2. Eine Bestimmung der Zuständigkeit nach § 36 Abs. 1 Nr. 3 ZPO scheidet in der Regel aus, wenn ein gemeinschaftlicher besonderer Gerichtsstand gegeben ist. Aus prozessökonomischen Gründen kann es gleichwohl geboten sein, das diesem Gerichtsstand zuzuordnende Gericht als zuständiges Gericht zu bestimmen, wenn es seine Zuständigkeit verneint.
Normenkette
ZPO §§ 28, 36 Abs. 1 Nr. 3, § 37
Verfahrensgang
LG Kiel (Aktenzeichen 7 O 3/07) |
AG Norderstedt (Aktenzeichen 42 C 260/06) |
Tenor
Zum zuständigen Gericht wird das AG N. bestimmt.
Gründe
I. Die Klägerin und die Beklagten sind gemeinsam mit ihrer Schwester S. Miterben zu je einem Fünftel nach ihrer am 27.9.2004 in N. - ihrem letzen Wohnsitz - verstorbenen Mutter. Die Klägerin hat mit ihrer am 23. 06.2006 beim AG N. eingereichten Klage beantragt, die Beklagten zu 1. bis 3 zu verurteilen, an sie jeweils 1.025,88 EUR nebst Zinsen zu zahlen. Sie hat dazu vorgetragen, sie und ihre Schwester S., die ihre Forderung an sie abgetreten habe, hätten im Zusammenhang mit der Abwicklung des Nachlasses nach Maßgabe der Beschlüsse der Erbengemeinschaft vom 20.11.2004 und 2.4.2005 einen Aufwendungsersatzanspruch gegen die übrigen Miterben von jeweils 931 EUR. Ferner habe sie - die Klägerin - den Debetsaldo der Erblasserin auf deren Konto über 474,43 EUR ausgeglichen und hieraus einen Erstattungsanspruch gegen die Beklagten von jeweils 94, 88 EUR. Die örtliche Zuständigkeit des angerufenen Gerichts ergebe sich aus §§ 27, 28 ZPO. Die Beklagten zu 2. und 3. haben die örtliche Zuständigkeit des AG N. gerügt. Dieses hat die Auffassung vertreten, dass seine Zuständigkeit nach §§ 27, 28 ZPO nicht gegeben sei und am 26.2.2006 über die Zulässigkeit der Klage verhandelt. Die Klägerin hat beantragt, die Akten dem LG Kiel zur Bestimmung des zuständigen Gerichts vorzulegen. Dem ist das AG gefolgt. Das LG Kiel hat die Akten zuständigkeitshalber dem OLG Schleswig zur Bestimmung der Zuständigkeit übersandt.

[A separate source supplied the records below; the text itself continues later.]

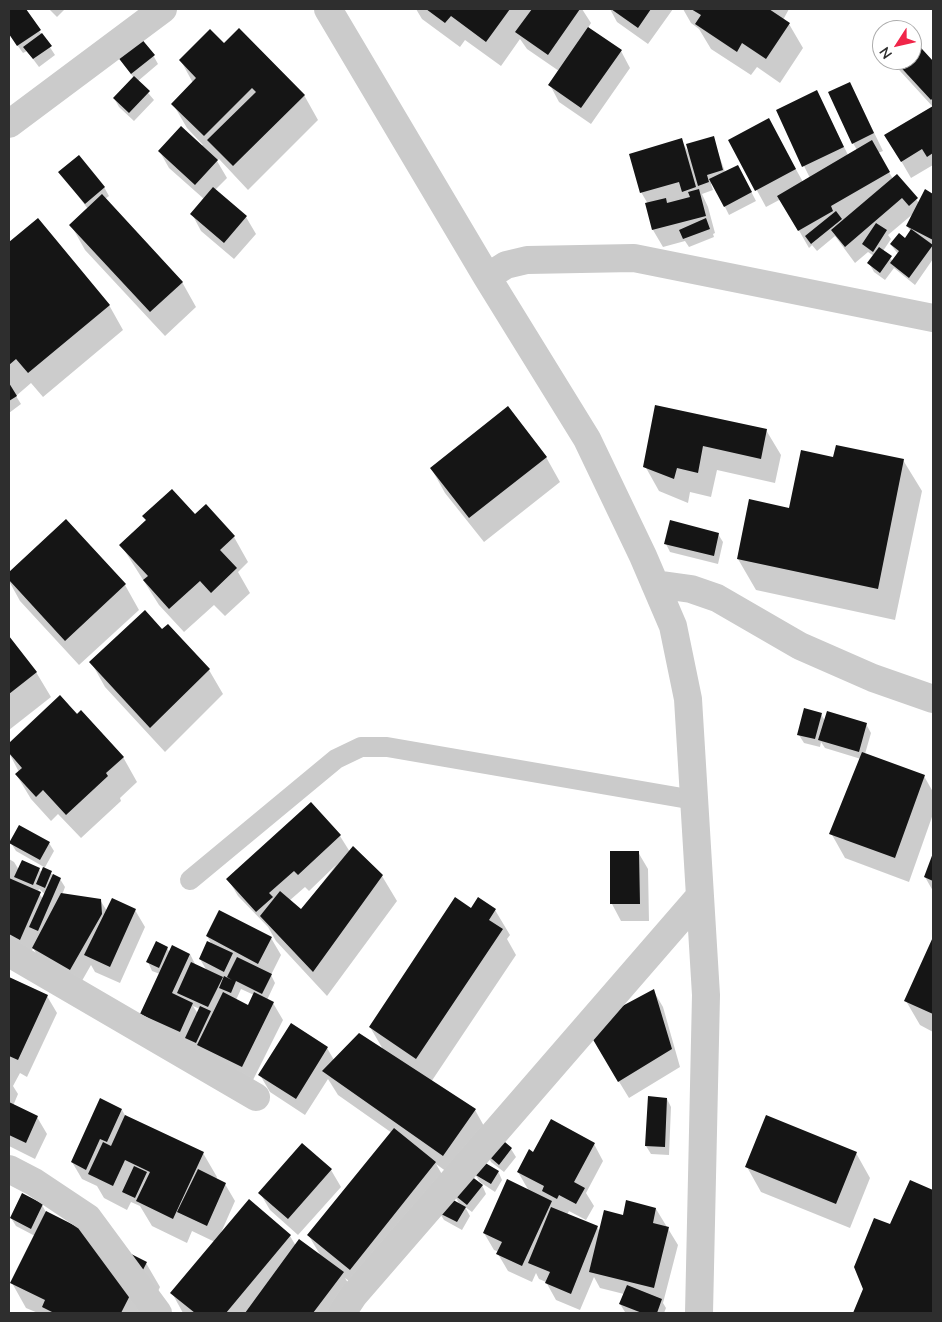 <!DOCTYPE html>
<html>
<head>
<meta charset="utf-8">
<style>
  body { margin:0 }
  #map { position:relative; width:942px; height:1322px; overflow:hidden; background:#fff; font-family:Mulish,sans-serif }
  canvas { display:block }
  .frame { position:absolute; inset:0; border:10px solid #2e2e2e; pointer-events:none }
  .north { position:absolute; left:872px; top:20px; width:50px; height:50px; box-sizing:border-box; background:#fff; border:1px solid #ababab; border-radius:50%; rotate:235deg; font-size:14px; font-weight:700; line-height:20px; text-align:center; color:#2e2e2e }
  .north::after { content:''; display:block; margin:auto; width:18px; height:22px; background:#f02549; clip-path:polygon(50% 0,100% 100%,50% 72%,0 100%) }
</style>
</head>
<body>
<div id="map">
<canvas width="942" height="1322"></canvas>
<div class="frame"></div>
<div class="north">N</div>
</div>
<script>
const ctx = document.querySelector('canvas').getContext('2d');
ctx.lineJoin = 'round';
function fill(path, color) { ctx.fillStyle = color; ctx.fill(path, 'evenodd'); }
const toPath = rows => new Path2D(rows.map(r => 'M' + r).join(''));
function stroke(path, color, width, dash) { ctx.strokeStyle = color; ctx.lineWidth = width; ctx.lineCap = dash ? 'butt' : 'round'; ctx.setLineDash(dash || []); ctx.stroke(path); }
const shadow = toPath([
  [9,9,25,9,55,55,39,67,27,51,23,53,9,34],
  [49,9,65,9,57,17],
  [416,9,582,9,591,23,588,28,621,51,630,68,591,124,559,102,550,85,559,71,527,49,520,39,501,66,465,40,460,47,422,19],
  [610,9,673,9,648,44,617,22],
  [683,9,789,9,783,20,789,24,803,48,780,83,757,67,751,75,711,49,699,29,691,23],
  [882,38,882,47,878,41],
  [912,40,933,63,933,165,911,178,886,135,933,107,890,60,912,60],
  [224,45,304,95,318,120,248,190,219,159,217,161,227,178,215,190,246,217,256,234,234,259,201,231,192,214,204,199,169,168,160,152,203,145,187,128,173,104,193,83,181,61],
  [153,55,158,64,138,81,154,100,134,121,119,107,114,98,134,78,118,57],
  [850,83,883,151,878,153,893,179,897,176,919,203,926,191,933,195,933,259,915,285,894,268,885,280,874,272,869,263,874,256,868,252,855,263,835,236,817,251,812,245,809,248,781,199,766,207,730,141,778,137,803,182,810,178,804,166,817,92,848,155,857,150,853,143],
  [914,213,907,226,911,232,905,240,891,245,898,254,893,261,883,251,891,239,888,235],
  [713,138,725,172,742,174,756,201,729,215,713,183,711,184,713,190,702,194,708,207,715,233,713,234,714,237,689,247,685,241,663,247,653,230,648,204,641,192,681,140,689,153],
  [60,172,104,187,109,196,105,199,182,282,196,307,165,336,85,250,71,225,88,209],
  [37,220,109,305,123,330,43,397,31,383,16,396,21,404,9,413,9,243],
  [656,406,766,430,781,455,775,483,717,470,711,497,690,492,688,503,659,491,645,466],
  [546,457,560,482,484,542,445,493,431,468],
  [833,458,903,460,922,491,895,620,756,590,738,559,790,510],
  [206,506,234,537,248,562,238,572,250,593,225,616,214,605,184,632,159,605,121,545,147,521,144,517,195,516],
  [66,521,125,585,139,610,79,665,20,601,9,581,9,574],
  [718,534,723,542,718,564,670,552,666,544],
  [162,631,209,670,223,694,165,752,105,687,91,662],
  [9,638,36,672,51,697,9,730],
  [60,697,123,757,137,782,120,798,121,801,81,838,58,814,51,821,31,799,16,774,19,772,9,753,9,744],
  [821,714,825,721,866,724,871,733,865,754,924,776,933,792,933,814,909,882,845,858,831,833,861,759,825,748,821,742,820,747,804,743,799,735],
  [311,804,340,836,350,852,353,848,382,876,397,901,327,996,276,941,268,927,238,896,228,879],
  [336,865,301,911,289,901,305,887,309,891],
  [11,843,49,843,54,851,44,869,60,879,65,887,62,895,100,900,107,911,135,910,145,927,120,983,95,972,91,965,79,986,43,965,33,948,30,956,9,945,9,859,14,862,19,870,39,869,42,873,44,867,16,851],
  [39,889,45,894,43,899,38,892],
  [612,852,638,852,648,869,649,921,621,921,612,904],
  [933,856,933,891,925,877],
  [479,899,495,910,510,935,507,939,516,955,431,1082,475,1110,489,1135,458,1180,436,1164,450,1188,365,1293,345,1278,357,1298,345,1313,183,1313,172,1293,215,1242,192,1231,187,1243,152,1226,140,1206,131,1202,127,1210,104,1198,97,1186,82,1179,72,1162,122,1110,126,1117,203,1153,217,1177,216,1179,225,1184,235,1201,220,1235,249,1201,290,1236,296,1246,322,1258,309,1236,392,1133,338,1095,328,1079,305,1115,270,1092,260,1075,327,1048,334,1060,384,1051,370,1027],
  [207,936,271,938,281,955,271,975,275,983,267,1000,273,1003,283,1020,251,1084,189,1049,142,1014,160,974,152,971,148,962,167,948,170,953,190,954,196,966,207,971,200,959,212,945],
  [241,989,254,995,248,1006,236,1000],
  [193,1006,200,1009,198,1014],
  [933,940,933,1032,920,1025,906,1001],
  [9,978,47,996,57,1013,27,1077,20,1073,13,1086,18,1094,13,1106,37,1117,47,1134,35,1159,9,1146],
  [653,990,663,1007,680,1067,629,1098,596,1044],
  [667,1099,671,1107,669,1155,651,1154,646,1146],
  [499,1139,511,1149,516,1157,504,1172,491,1162,487,1153],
  [594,1144,603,1161,586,1193,594,1206,586,1220,569,1211,567,1215,597,1227,600,1232,624,1216,656,1209,678,1245,663,1303,666,1308,664,1313,625,1312,620,1304,624,1294,600,1288,594,1277,580,1310,556,1300,546,1282,539,1279,536,1273,532,1282,508,1271,498,1254,499,1252,494,1250,484,1233,529,1191,518,1172,534,1153],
  [856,1153,870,1178,850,1228,761,1192,747,1167],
  [331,1170,341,1187,298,1235,270,1210,260,1193],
  [498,1171,502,1180,495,1192,480,1182,475,1174],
  [911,1181,933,1191,933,1313,854,1313],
  [482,1185,486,1194,472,1212,465,1207,470,1216,462,1230,444,1220,439,1212,460,1205,453,1193],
  [42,1205,47,1214,146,1263,160,1287,148,1313,38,1313,26,1308,12,1283,35,1236,16,1226,11,1218]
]);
const building = toPath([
  [9,9,26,9,41,30,17,46,9,34],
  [426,9,510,9,486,42,451,16,445,23],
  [532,9,580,9,548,55,515,32],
  [611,9,651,9,638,28],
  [691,9,769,9,790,23,766,59,742,43,737,52,695,24,701,15],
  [897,22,905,30,888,30],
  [588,27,622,50,581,108,548,85],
  [239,28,305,95,233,166,207,140,256,92,252,88,204,136,171,104,196,78,179,60,210,29,224,43],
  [42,33,52,46,33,59,23,47],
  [140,37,155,55,131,74,117,56],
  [912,38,933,61,933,98,931,100,894,60,912,60],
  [134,76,150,91,129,113,113,98],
  [850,82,874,133,852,144,828,92],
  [817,90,844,147,802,167,776,110],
  [933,106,933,153,927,157,922,149,901,162,884,135],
  [769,118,796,169,755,191,728,140],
  [181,126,218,160,195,185,158,151],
  [714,136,723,170,707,175,709,182,698,186,686,144],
  [682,138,696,187,682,192,679,182,640,193,629,154],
  [872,140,890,172,831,206,833,211,798,231,777,196],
  [79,155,105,187,85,204,58,172],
  [738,165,752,192,724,207,709,179],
  [897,174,918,198,909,206,902,198,845,247,831,230],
  [213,187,247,216,224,243,190,214],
  [699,189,706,216,652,230,645,203,666,198,667,203,690,197,688,192],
  [925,189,933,194,933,240,906,226],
  [102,194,183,282,150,312,69,225],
  [836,211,842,219,811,244,805,236],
  [38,218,110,305,28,373,16,359,9,365,9,242],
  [706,218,710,229,683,239,679,230],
  [876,223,887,230,873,252,862,244],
  [911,229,933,245,909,278,890,263,899,251,890,244,899,233,905,238],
  [879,247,892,256,880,273,867,263],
  [9,383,17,396,9,401],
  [655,405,767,429,761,459,703,446,698,473,677,468,674,479,643,467],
  [508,406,547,457,469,518,430,468],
  [836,445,904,459,878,589,737,559,749,499,789,508,801,450,833,457],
  [172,489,195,514,206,504,235,536,220,550,237,568,211,593,200,581,169,609,143,580,148,576,119,545,146,520,142,516],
  [66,519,126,584,65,641,9,580,9,572],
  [670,520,719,533,714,556,664,544],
  [145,610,162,629,168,624,210,669,150,728,89,662],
  [9,636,37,672,9,694],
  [60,695,77,714,81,710,124,757,106,773,108,776,66,815,43,790,36,797,15,774,22,768,9,753,9,743],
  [804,708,822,713,815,739,797,735],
  [827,711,867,723,859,752,818,740],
  [862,752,925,775,895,858,829,834],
  [311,802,341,835,298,875,294,871,269,893,273,897,256,912,226,879],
  [19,825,50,842,40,860,9,843],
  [353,846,383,875,313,972,260,916,280,891,301,909],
  [610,851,639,851,640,904,610,904],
  [933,853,933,881,924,877],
  [22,860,40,868,33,885,14,877],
  [43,867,52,871,45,888,36,884],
  [53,874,61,878,38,931,29,927],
  [9,878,41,892,20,940,9,934],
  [61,893,101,899,102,914,70,970,32,948],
  [455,897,471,908,478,897,496,909,489,920,503,929,416,1059,369,1027],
  [112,898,136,909,110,967,84,955],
  [219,910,272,937,258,964,206,936],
  [933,937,933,1014,904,1001],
  [156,941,168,947,159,968,146,962],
  [207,941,233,953,224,972,199,959],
  [172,945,190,954,172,993,193,1003,180,1032,140,1014],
  [237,957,272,974,262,994,236,981,231,993,219,988,224,976,232,980,227,977],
  [191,962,223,977,208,1007,177,993],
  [9,977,48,995,18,1060,9,1056],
  [654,989,672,1049,618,1082,585,1026],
  [223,992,248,1005,254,992,274,1002,242,1067,197,1045],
  [200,1006,211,1011,196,1043,185,1038],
  [291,1023,328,1047,296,1099,258,1075],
  [359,1033,476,1109,443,1156,322,1071],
  [648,1096,667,1098,665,1147,645,1146],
  [100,1098,122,1109,107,1142,100,1139,86,1170,71,1162],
  [9,1102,38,1116,26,1143,9,1135],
  [125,1115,204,1152,173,1219,136,1201,150,1172,125,1160,113,1186,88,1174,103,1142,111,1146],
  [766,1115,857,1152,836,1204,745,1167],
  [551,1119,595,1143,574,1182,585,1188,576,1204,559,1195,557,1199,542,1191,544,1186,517,1172,529,1149,533,1152],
  [394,1128,436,1162,350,1270,307,1235],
  [499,1137,512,1148,499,1165,485,1153],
  [302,1143,332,1169,288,1219,258,1193],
  [482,1161,499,1171,491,1184,474,1174],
  [134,1166,147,1172,135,1198,122,1192],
  [198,1169,226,1183,207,1226,177,1212],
  [467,1173,483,1185,467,1205,452,1193],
  [507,1179,552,1201,522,1266,496,1254,502,1242,483,1233],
  [910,1180,933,1190,933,1313,853,1313,863,1289,854,1267,874,1218,890,1224],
  [22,1193,43,1204,31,1229,10,1218],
  [446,1196,466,1207,457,1222,437,1212],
  [249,1199,291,1235,226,1313,195,1313,170,1293],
  [626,1200,656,1208,653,1223,669,1227,654,1288,589,1272,604,1210,623,1215],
  [551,1207,598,1226,571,1294,545,1283,550,1272,528,1263],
  [46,1211,147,1262,121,1313,54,1313,42,1307,45,1300,10,1283],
  [299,1239,344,1272,313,1313,245,1313],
  [627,1285,662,1299,657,1313,642,1313,619,1304]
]);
const lane = toPath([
  [190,880,336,759,361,747,387,747,694,800]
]);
const street = toPath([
  [328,9,487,277,587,439,643,556,673,626,688,699,706,995,699,1313],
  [9,124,163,9],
  [487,277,506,265,527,260,634,258,933,318],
  [655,584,691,589,717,598,800,646,873,678,933,699],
  [9,953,256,1097],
  [9,1169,34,1182,88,1218,158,1313],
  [342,1313,354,1295,700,896]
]);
fill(shadow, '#0003');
fill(building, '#151515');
stroke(lane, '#cbcbcb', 20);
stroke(street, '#cbcbcb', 28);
</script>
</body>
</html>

II. Der Antrag ist nach §§ 36 Abs. 1 Nr. 3 und Abs. 2, 37 ZPO zulässig. Zum örtlich zuständigen Gericht war das AG N. zu bestimmen.
1. Für die Klage ist nach dem maßgeblichen Vortrag der Klägerin der gemeinschaftliche besondere erweiterte Gerichtsstand der Erbschaft nach §§ 28, 27 ZPO gegeben. Bei den geltend gemachten Ansprüchen handelt es sich um solche, die ungeachtet der Vereinbarung der Miterben im Zusammenhang mit der Abwicklung des Nachlasses entstanden sind, mithin um sog. Nachlasserbenschulden. Diese unterfallen grundsätzlich § 28 ZPO (vgl. Zöller/Vollkommer, ZPO, 26. Aufl., § 28 Rz. 2; Palandt/Edenhofer, BGB, 66. Aufl., § 1967 Rz. 8). Das gilt entgegen der Auffassung des AG auch dann, wenn - wie hier - ein Miterbe selbst Nachlassgläubiger ist (BayObLG v. 10.11.2003 - 1Z AR 114/03, BayObLGReport 2004, 85 = NJW-RR 2004, 944; OLG Naumburg ZEV 2006, 33; OLG Karlsruhe BeckRS 2004,1). Ferner ist es unerheblich, dass die Klägerin die Beklagten als Teilschuldner in Anspruch nimmt. Entscheidend ist nach § 28 ZPO, dass die vorhandenen mehreren Erben noch als Gesamtschuldner haften. Das ist vorliegend gem. §§ 2058, 421 BGB gegeben. Dies würde grundsätzlich auch für den Fall gelten, dass die Erbengemeinschaft auseinandergesetzt worden wäre (vgl. BayObLG NJWE-FER 1999, 124, 125). Die Voraussetzungen der §§ 2060, 2061 BGB liegen offensichtlich nicht vor.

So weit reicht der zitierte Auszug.